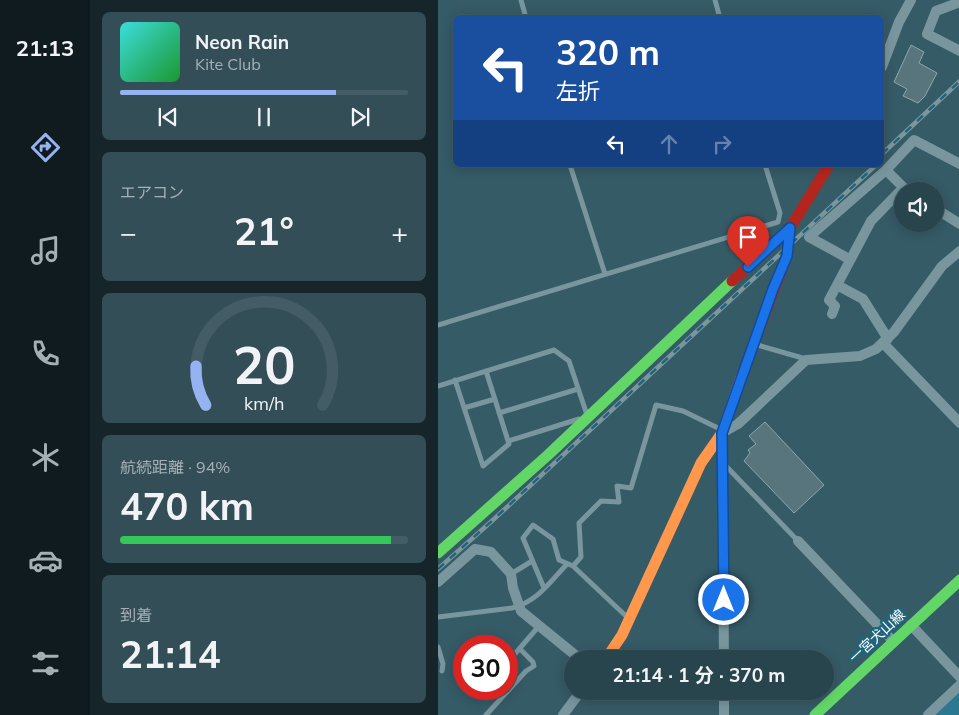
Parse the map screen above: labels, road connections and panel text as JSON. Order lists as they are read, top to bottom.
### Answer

---

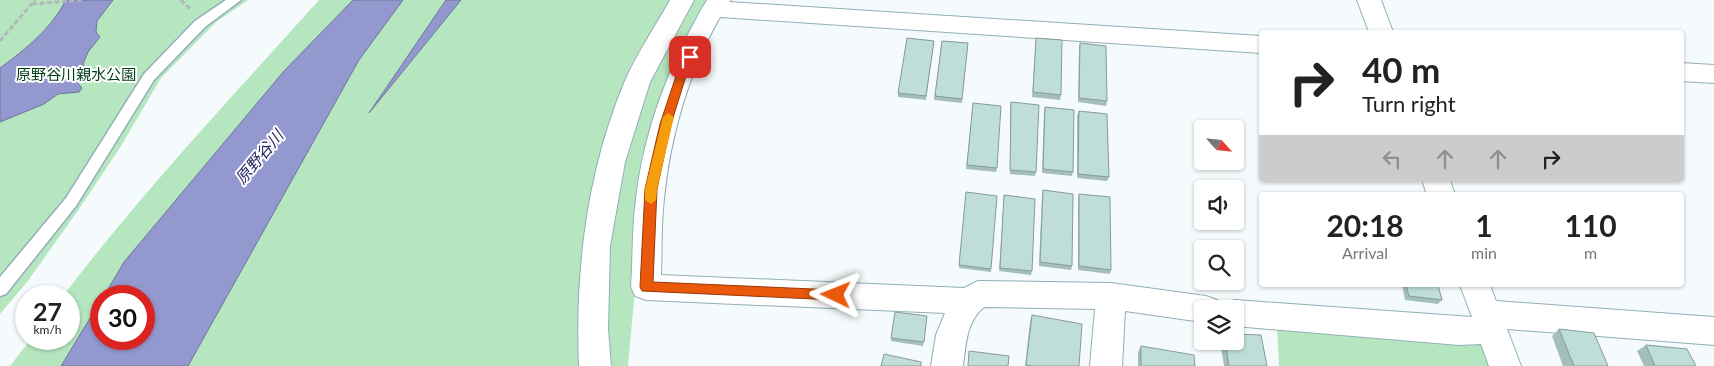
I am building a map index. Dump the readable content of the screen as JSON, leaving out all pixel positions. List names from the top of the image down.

*WHAT NEEDS TO BE DONE*
Determine the number of lines in the preceding data that contain the word "JSON". Reply with that number only.

*PROBLEM SOLUTION*
2